I am usually NOT a risk taker. I gleefully sit on the sidelines watching my friends and family have “really cool” and courageous experiences. When I was young, I had experiences, but was too naïve to see how crazy or outrageous the task was. As I am older, I am very aware.
I did not believe that I would like skydiving. Me--dropping out of a perfectly good plane? This did not make sense to me. When my husband suggested that we try this together, I thought he had lost his mind! I imagined that I’d be the loving wife who would watch him jump, (but from the ground) even though I told him I would jump with him. I polled many of my friends who had already gone skydiving, but didn’t tell me, and all said how much fun it really was.

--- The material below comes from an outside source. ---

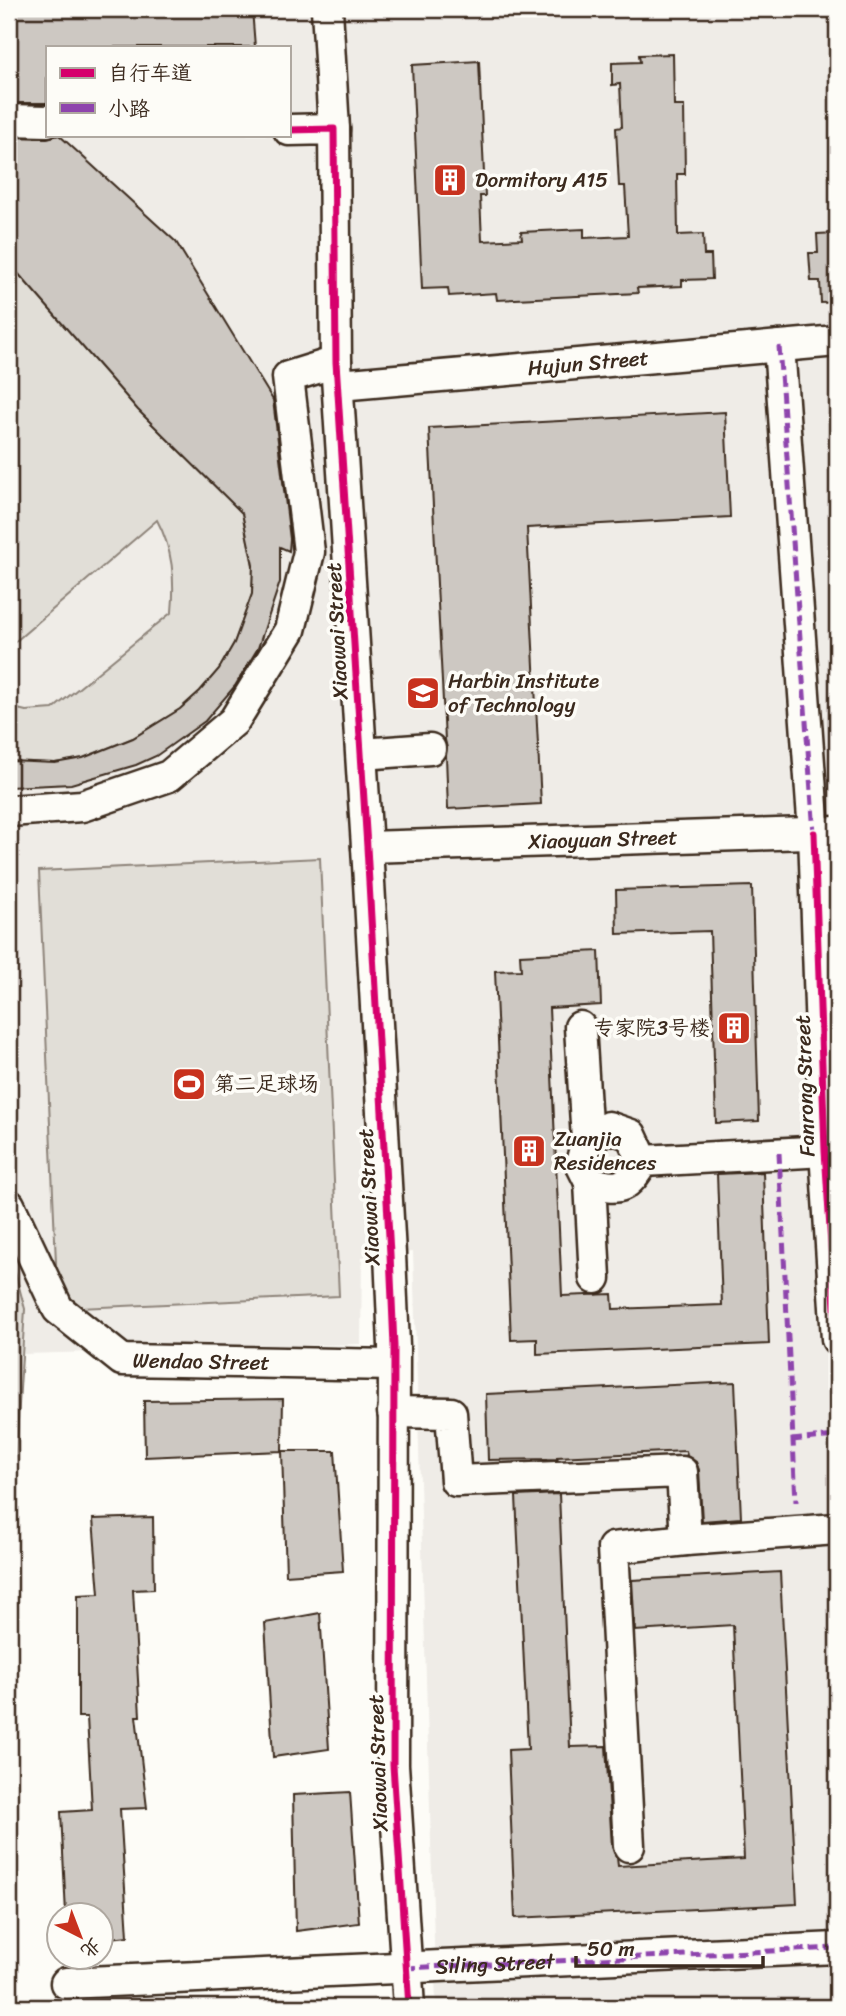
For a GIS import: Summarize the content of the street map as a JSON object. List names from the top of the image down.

I decided to “take the plunge” and try not to think too much about it! I had a blast! After the two seconds of terror, I coasted with the gentle wind for 20 minutes. I could feel the sky gently gliding me to the ground. I did feel pockets of turbulence, but, it was manageable. I landed safely and was proud of myself for doing it.
20+ years later, I am about to metaphorically jump out of that plane again. I have been a part-time high school senior and events photographer for the past four years. I am read to take this love of photography and creating positive and happy memories for my clients to the next level. No longer will I be the loving wife or friend watching from the sidelines. I want to be engaged in the conversations and doing the work!